Task to complete:
An exact copy of the lines from the top of the data through the line with "flex:1; height:80px; border-radius:42px;" is what you should give, with no pictures in it.

Recorded data:
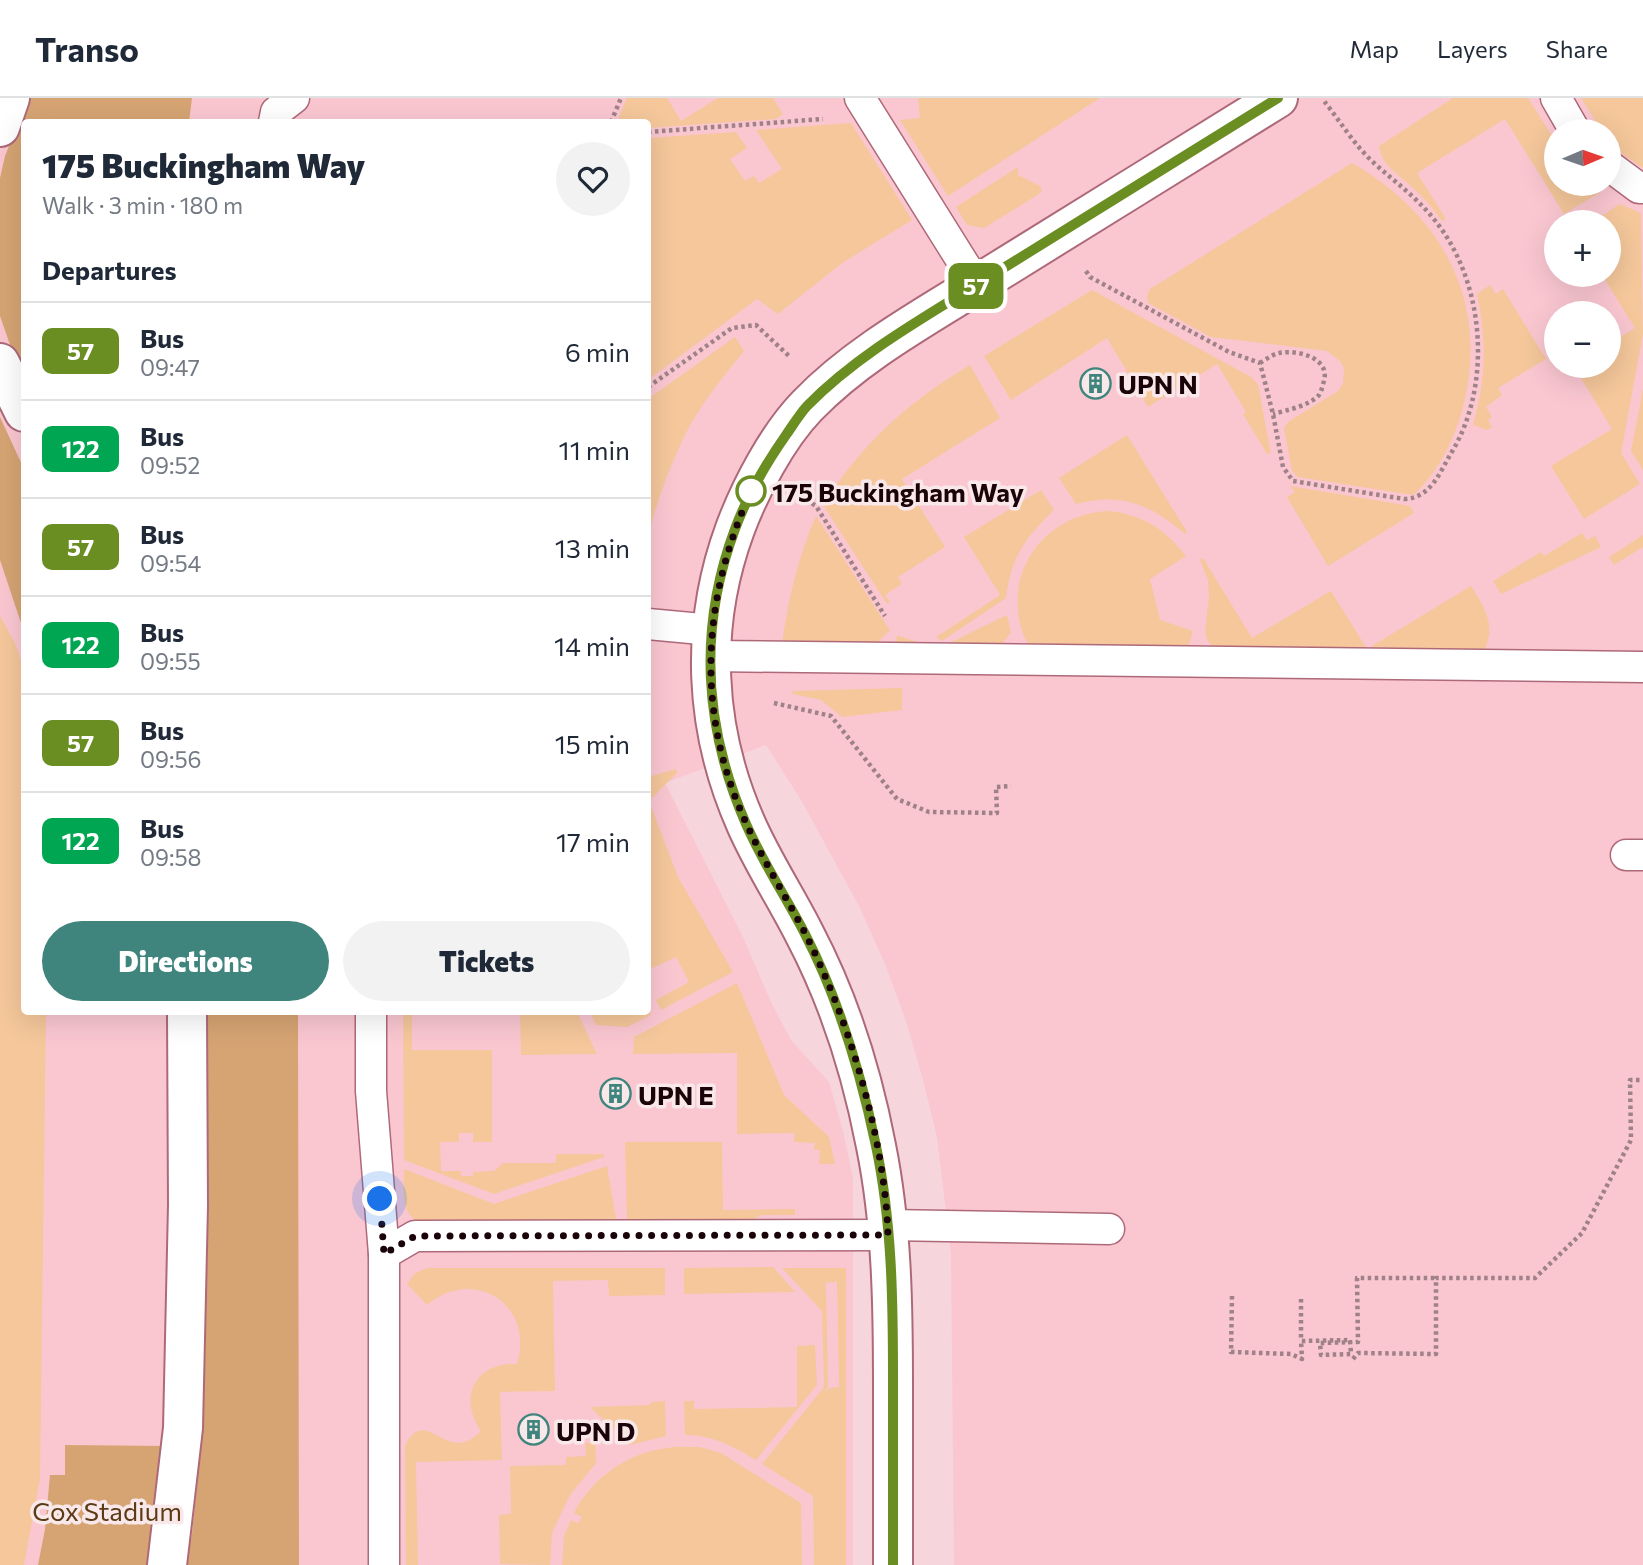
<!DOCTYPE html>
<html lang="en">
<head>
<meta charset="utf-8">
<style>
	body { margin:0; font-family:Commissioner,sans-serif; background:#f2f2f3; color:#1f2937; height:100vh; display:flex; flex-direction:column; font-size:26px; white-space:nowrap }
	* { box-sizing:border-box; margin:0 }
	p { font-size:23px; color:#747a83 }
	.icon { flex:none; width:38px; height:38px; fill:none; stroke:currentColor; stroke-width:2; stroke-linecap:round; stroke-linejoin:round }
	.map { position:relative; flex:1; overflow:hidden }
	.details { position:absolute; left:21px; top:21px; width:630px; height:896px; display:flex; flex-direction:column; background:#fff; border-radius:7px; box-shadow:0 7px 28px #0002 }
	.details>* { flex:none }
	.badge { padding:0 14px; border-radius:10px; font-size:24px; line-height:46px }
	.needle { width:46px; rotate:88deg }
	.tools { position:absolute; left:1544px; top:21px; display:grid; gap:14px }
	.tools a { display:grid; place-items:center; width:77px; height:77px; border-radius:50%; background:#fff; box-shadow:0 7px 28px #0002; font-size:35px }
	.you { position:absolute; width:35px; height:35px; margin:-18px; border:5px solid #fff; border-radius:50%; background:#1a73e8; box-shadow:0 0 0 10px #1a73e833 }
	.map>.badge { position:absolute; translate:-50% -50%; box-shadow:0 0 0 4px #fff }
	h2 { padding:0 21px; font-size:26px; line-height:63px }
	.round { display:grid; place-items:center; flex:none; width:74px; height:74px; border-radius:37px; background:#f2f2f3 }
	.head { display:flex; align-items:center; justify-content:space-between; height:119px; padding:0 21px }
	h1 { font-size:33px; font-weight:800; line-height:52px }
	.primary-button { display:flex; gap:14px; margin-top:auto; padding:14px 21px }
	.primary-button a { flex:1; height:80px; border-radius:42px; background:#3f857d; color:#fff; font-size:28px; font-weight:800; line-height:80px; text-align:center }
	.primary-button a+a { background:#f2f2f3; color:#1f2937 }
	ul { padding:0; list-style:none }
	li { display:flex; align-items:center; gap:21px; height:98px; padding:0 21px; border-top:2px solid #e0e1e3 }
	li div { flex:1 }
	li b { display:block; font-size:26px }
	li em { font-style:normal }
	li .badge { min-width:77px; font-weight:700; text-align:center }
	header { display:flex; align-items:center; gap:42px; box-sizing:border-box; height:98px; padding:0 35px; background:#fff; border-bottom:2px solid #e0e1e3 }
	header strong { font-size:33px }
	nav { display:flex; gap:38px; margin-inline-start:auto; font-size:24px }
	.map>svg:first-child { display:block }
	.built { fill:#fac7d1; fill-rule:evenodd }
	.green { fill:#f5c79b; fill-rule:evenodd }
	.forest { fill:#d6a473 }
	.lines { fill:none; stroke-linecap:round; stroke-linejoin:round }
	.service-casing { stroke:#ae6979; stroke-width:33 }
	.minor-casing { stroke:#ae6979; stroke-width:42 }
	.path { stroke:#9e8288; stroke-width:4.5; stroke-dasharray:3.5 3.5; stroke-linecap:butt }
	.service { stroke:#fff; stroke-width:30 }
	.minor { stroke:#fff; stroke-width:38 }
	.line-casing { stroke:#fff; stroke-width:16 }
	.line { stroke:#6b8e23; stroke-width:10 }
	.walk { stroke:#1a0309; stroke-width:7; stroke-dasharray:0 12.6 }
	.stop-dot { fill:#fff; stroke:#6b8e23; stroke-width:3.5 }
	.labels { text-anchor:middle; dominant-baseline:central; stroke-width:7; stroke-linejoin:round; paint-order:stroke }
	.poi-label { font-size:26px; font-weight:bold; fill:#1a0309; stroke:#f8e8ea; text-anchor:start }
	.stop-label { font-size:26px; font-weight:bold; fill:#1a0309; stroke:#f8e8ea; text-anchor:start }
	.park-label { font-size:26px; fill:#5c3a13; stroke:#f8e8ea }
</style>
</head>
<body>
<header>
<strong>Transo</strong>
<nav><a>Map</a><a>Layers</a><a>Share</a></nav>
</header>
<div class="map">
<svg width="1643" height="1467" viewBox="0 0 1643 1467">
	<rect width="100%" height="100%" fill="#f6d6dc"/>
	<!-- built -->
	<path class="built" d="M0,0H1643V1467H954L951,1156L937,1039L923,982L907,926L885,866L859,808L801,702L766,647L665,685L743,839L772,906L791,942L829,984L843,1033L853,1080V1467H0ZM24,24H648V914H24ZM1556,33H1608V86H1556ZM1556,124H1608V177H1556ZM1556,215H1608V268H1556Z"/>
	<!-- green -->
	<g class="green">
		<path d="M627,0H667L681,23L718,0H773L783,16L776,21L648,30V24H617Z"/>
		<path d="M918,0H1100L948,98L900,22L920,20Z"/>
		<path d="M1453,0H1528L1556,44V86H1588L1599,95L1564,116L1505,21L1417,75L1446,121L1442,123C1434,111 1424,100 1413,90C1399,76 1382,69 1379,48Z"/>
		<path d="M1581,0H1643V70L1618,53L1608,43V33H1602Z"/>
		<path d="M851,25L912,122L842,165L778,216L757,201L648,282V40L736,34L747,50L730,61L745,83L754,78L759,85L782,71L756,32Z"/>
		<path d="M1352,65C1443,117 1490,205 1463,309C1455,340 1438,376 1413,397L1298,379L1292,373L1284,330L1288,324L1338,293L1343,286L1344,270L1340,263L1327,253L1211,239L1148,205L1147,198L1150,191Z"/>
		<path d="M1018,69V77L1040,88L1042,92L1039,96L984,130L967,127L956,109Z"/>
		<path d="M1620,106L1641,115L1643,236L1621,355L1640,386L1584,421L1551,368L1612,331L1574,269L1608,268V247L1635,230L1602,177H1608V124H1592Z"/>
		<path d="M1490,187L1496,196L1503,191L1546,261L1498,290L1502,297L1486,309L1492,319L1488,322L1492,329L1487,332L1473,327C1486,280 1487,244 1477,196Z"/>
		<path d="M1092,192L1251,279L1258,286L1271,356L1270,354L1267,356L1243,316L1246,314L1217,266L1148,309L1107,240L1011,302L984,258Z"/>
		<path d="M735,239L744,253C723,279 699,308 684,339C669,370 657,403 648,437V301Z"/>
		<path d="M970,267L1000,320L902,381L945,449L898,479L902,486L885,497L890,504L887,506L823,407C862,345 908,304 970,267Z"/>
		<path d="M1643,291V372L1631,353Z"/>
		<path d="M1127,337L1187,434L1185,436C1150,406 1121,394 1076,406L1059,380Z"/>
		<path d="M1290,388L1410,408L1414,415L1328,468L1287,399L1295,394Z"/>
		<path d="M1041,392L1054,412C1025,440 1011,459 1006,500L942,543L936,539L1000,497L964,439Z"/>
		<path d="M1109,413C1144,417 1165,431 1186,458L1150,481L1160,522L1193,533L1186,556L1034,553C1032,550 1029,547 1027,544C1022,536 1019,523 1018,513C1013,457 1056,415 1109,413Z"/>
		<path d="M816,418L890,532L873,549L782,546C788,501 798,459 816,418Z"/>
		<path d="M1582,435L1587,442L1595,438L1601,449L1501,496L1493,483L1541,454L1544,458Z"/>
		<path d="M1643,437V449L1614,467L1609,459Z"/>
		<path d="M1203,460L1252,540L1331,493L1367,551L1471,488C1489,516 1498,533 1478,563L1218,557L1207,541L1205,534L1209,499L1208,482L1200,462Z"/>
		<path d="M1007,517L1011,534L998,552L895,550L897,538H899L924,546L945,547Z"/>
		<path d="M0,518L15,545L24,570V914H46L40,1381L24,1467H0Z"/>
		<path d="M902,590V612L842,619L821,602L793,596L792,593Z"/>
		<path d="M676,671L677,675L649,703L678,779L733,874L661,912L656,902L689,884L676,859L648,872V679Z"/>
		<path d="M737,885L784,997L829,1039L835,1066H819L820,1052H814L815,1045L794,1044V1035L737,1036V955L633,956L634,939Z"/>
		<path d="M648,910L651,917L627,929L596,927L590,914H648Z"/>
		<path d="M403,914H412V952H492V1044H473V1035H459V1044H440L441,1073H461V1078H473V1074L494,1073L503,1065H556V1056H604V1059L494,1096L404,1062Z"/>
		<path d="M520,914H577L597,956L521,957Z"/>
		<path d="M625,1044H722L723,1112L795,1111V1117H761L747,1125H627Z"/>
		<path d="M607,1068L617,1126L421,1125C399,1116 404,1091 404,1071L494,1106Z"/>
		<path d="M773,1169L795,1194L684,1196V1170Z"/>
		<path d="M427,1170H665V1197L609,1198L608,1182L553,1183L555,1293L500,1294L502,1362L416,1364L418,1467H406L405,1348C426,1304 446,1370 481,1333C457,1299 476,1264 517,1266C535,1207 474,1167 427,1207L407,1186L414,1176Z"/>
		<path d="M782,1170H846V1467H814L813,1398L762,1366L824,1289L822,1213ZM837,1184L839,1289L830,1290L825,1294L828,1289L826,1185H821Z"/>
		<path d="M815,1247L817,1287L756,1362C732,1348 713,1337 685,1337L684,1303H694V1311L797,1309V1248Z"/>
		<path d="M665,1303L666,1338L630,1347L590,1309L650,1307L651,1304Z"/>
		<path d="M590,1337H595L596,1365L570,1397L552,1435L550,1467L500,1466L499,1417L511,1416L510,1368L566,1367V1359L586,1358L585,1345H590Z"/>
		<path d="M700,1349L721,1355L801,1405L802,1467H562L564,1438L571,1422L578,1425L582,1419L574,1415C592,1380 627,1355 667,1350C677,1348 689,1349 700,1349Z"/>
	</g>
	<!-- forest -->
	<g class="forest">
		<path d="M28,0H192L189,24H24V287L0,218V80L5,58Z"/>
		<path d="M0,319L24,371V534L0,462Z"/>
		<path d="M202,914H298L299,1467H186L192,1436L199,1366Z"/>
		<path d="M65,1347L166,1348L154,1467H38L45,1431L50,1377H65Z"/>
	</g>
	<g class="lines">
		<defs>
			<g id="service">
				<path d="M860,0L977,187"/>
				<path d="M1556,0L1575,33"/>
				<path d="M274,24L276,14L294,0"/>
				<path d="M1608,67L1639,90H1643"/>
				<path d="M648,526L712,532"/>
				<path d="M711,558L1643,569"/>
				<path d="M1626,757H1643"/>
				<path d="M371,914V993L384,1156"/>
				<path d="M888,1127L1109,1131"/>
				<path d="M384,1467V1156L415,1138L889,1137"/>
			</g>
			<g id="minor">
				<path d="M0,29L10,0"/>
				<path d="M0,265L24,314"/>
				<path d="M167,1467L183,1330L188,1107L187,914"/>
				<path d="M893,1467C893,1407 893,1348 893,1288C893,1208 892,1127 876,1048C862,975 839,902 805,837C786,799 763,765 746,726C704,631 699,529 735,431C750,391 777,339 807,308C858,255 927,218 989,179C1085,119 1182,60 1278,0"/>
			</g>
		</defs>
		<!-- service casing -->
		<use href="#service" class="service-casing"/>
		<!-- minor casing -->
		<use href="#minor" class="minor-casing"/>
		<!-- path -->
		<g class="path">
			<path d="M611,24L621,0"/>
			<path d="M648,34L823,21"/>
			<path d="M1086,173L1090,179L1229,254L1260,265L1273,316L1283,369L1293,383L1404,401C1432,400 1440,373 1453,352C1493,283 1484,181 1433,120C1415,98 1395,84 1374,65C1355,48 1340,23 1324,3"/>
			<path d="M1260,265C1265,262 1273,256 1279,255C1299,251 1333,261 1323,286C1322,290 1321,294 1319,297C1309,308 1287,312 1273,316"/>
			<path d="M648,289L732,230L756,227L790,259"/>
			<path d="M800,398L816,408L885,518"/>
			<path d="M774,605L831,618L897,701L929,714L997,715L996,689L1011,688"/>
			<path d="M1232,1198L1231,1254L1291,1256L1302,1261L1301,1243L1350,1242L1351,1256L1321,1257L1320,1245L1358,1244L1357,1180H1436"/>
			<path d="M1301,1201V1242"/>
			<path d="M1353,1261L1358,1255L1436,1256V1180H1535L1582,1135L1631,1042L1630,982H1643"/>
		</g>
		<!-- service -->
		<use href="#service" class="service"/>
		<!-- minor -->
		<use href="#minor" class="minor"/>
	</g>
	<g class="lines">
		<defs>
			<path id="line" d="M893,1467C893,1404 893,1342 893,1279C893,1202 892,1124 876,1048C861,976 839,902 805,836C786,799 763,765 746,726C704,630 698,530 735,431C748,396 765,367 786,337C793,327 799,317 807,308C859,255 927,218 989,179C1085,119 1182,60 1278,0"/>
		</defs>
		<!-- line casing -->
		<use href="#line" class="line-casing"/>
		<!-- line -->
		<use href="#line" class="line"/>
		<!-- walk -->
		<path class="walk" d="M380,1101L384,1156L415,1138L888,1137C885,1041 849,922 806,837C787,800 765,766 748,729C695,617 701,502 752,391L751,393"/>
	</g>
	<!-- icons -->
	<defs>
		<symbol id="building-ring" viewBox="-11 -11 22 22"><circle r="9.5" fill="#f8e8ea" stroke="#3f857d" stroke-width="1.5"/><path d="M-4-6H4V6H1V3H-1V6H-4ZM-2.5-4.3h1.7v1.8h-1.7ZM.8-4.3h1.7v1.8H.8ZM-2.5-1h1.7V.8h-1.7ZM.8-1h1.7V.8H.8Z" fill="#3f857d"/></symbol>
	</defs>
	<g fill-rule="evenodd">
		<use href="#building-ring" x="1078" y="268" width="35" height="35"/>
		<use href="#building-ring" x="598" y="978" width="35" height="35"/>
		<use href="#building-ring" x="516" y="1314" width="35" height="35"/>
	</g>
	<!-- markers -->
	<circle class="stop-dot" cx="751" cy="393" r="14"/>
	<g class="labels">
		<!-- poi labels -->
		<g class="poi-label">
			<text x="1118" y="285">UPN N</text>
			<text x="638" y="996">UPN E</text>
			<text x="556" y="1332">UPN D</text>
		</g>
		<!-- stop labels -->
		<g class="stop-label">
			<text x="772" y="393">175 Buckingham Way</text>
		</g>
		<!-- park labels -->
		<g class="park-label">
			<text x="107" y="1412">Cox Stadium</text>
		</g>
	</g>
</svg>
<div class="tools">
<a><svg class="needle" viewBox="-14 -14 28 28"><path d="M0-13l5 13h-10z" fill="#e53935"/><path d="M0 13l5-13h-10z" fill="#747a83"/></svg></a>
<a>+</a>
<a>−</a>
</div>
<div class="you" style="left:380px;top:1101px"></div>
<b class="badge" style="left:976px;top:188px;background:#6b8e23;color:#fff">57</b>
<section class="details">
<div class="head"><div><h1>175 Buckingham Way</h1><p>Walk · 3 min · 180 m</p></div><a class="round"><svg class="icon" aria-label="heart" viewBox="0 0 24 24"><path d="M12 20l-8-8c-3-5 5-10 8-4 3-6 11-1 8 4z"/></svg></a></div>
<h2>Departures</h2>
<ul>
<li><span class="badge" style="background:#6b8e23;color:#fff">57</span><div><b>Bus</b><p>09:47</p></div><em>6 min</em></li>
<li><span class="badge" style="background:#00a651;color:#fff">122</span><div><b>Bus</b><p>09:52</p></div><em>11 min</em></li>
<li><span class="badge" style="background:#6b8e23;color:#fff">57</span><div><b>Bus</b><p>09:54</p></div><em>13 min</em></li>
<li><span class="badge" style="background:#00a651;color:#fff">122</span><div><b>Bus</b><p>09:55</p></div><em>14 min</em></li>
<li><span class="badge" style="background:#6b8e23;color:#fff">57</span><div><b>Bus</b><p>09:56</p></div><em>15 min</em></li>
<li><span class="badge" style="background:#00a651;color:#fff">122</span><div><b>Bus</b><p>09:58</p></div><em>17 min</em></li>
</ul>
<div class="primary-button"><a>Directions</a><a>Tickets</a></div>
</section>
</div>
</body>
</html>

The answer:
<!DOCTYPE html>
<html lang="en">
<head>
<meta charset="utf-8">
<style>
	body { margin:0; font-family:Commissioner,sans-serif; background:#f2f2f3; color:#1f2937; height:100vh; display:flex; flex-direction:column; font-size:26px; white-space:nowrap }
	* { box-sizing:border-box; margin:0 }
	p { font-size:23px; color:#747a83 }
	.icon { flex:none; width:38px; height:38px; fill:none; stroke:currentColor; stroke-width:2; stroke-linecap:round; stroke-linejoin:round }
	.map { position:relative; flex:1; overflow:hidden }
	.details { position:absolute; left:21px; top:21px; width:630px; height:896px; display:flex; flex-direction:column; background:#fff; border-radius:7px; box-shadow:0 7px 28px #0002 }
	.details>* { flex:none }
	.badge { padding:0 14px; border-radius:10px; font-size:24px; line-height:46px }
	.needle { width:46px; rotate:88deg }
	.tools { position:absolute; left:1544px; top:21px; display:grid; gap:14px }
	.tools a { display:grid; place-items:center; width:77px; height:77px; border-radius:50%; background:#fff; box-shadow:0 7px 28px #0002; font-size:35px }
	.you { position:absolute; width:35px; height:35px; margin:-18px; border:5px solid #fff; border-radius:50%; background:#1a73e8; box-shadow:0 0 0 10px #1a73e833 }
	.map>.badge { position:absolute; translate:-50% -50%; box-shadow:0 0 0 4px #fff }
	h2 { padding:0 21px; font-size:26px; line-height:63px }
	.round { display:grid; place-items:center; flex:none; width:74px; height:74px; border-radius:37px; background:#f2f2f3 }
	.head { display:flex; align-items:center; justify-content:space-between; height:119px; padding:0 21px }
	h1 { font-size:33px; font-weight:800; line-height:52px }
	.primary-button { display:flex; gap:14px; margin-top:auto; padding:14px 21px }
	.primary-button a { flex:1; height:80px; border-radius:42px; background:#3f857d; color:#fff; font-size:28px; font-weight:800; line-height:80px; text-align:center }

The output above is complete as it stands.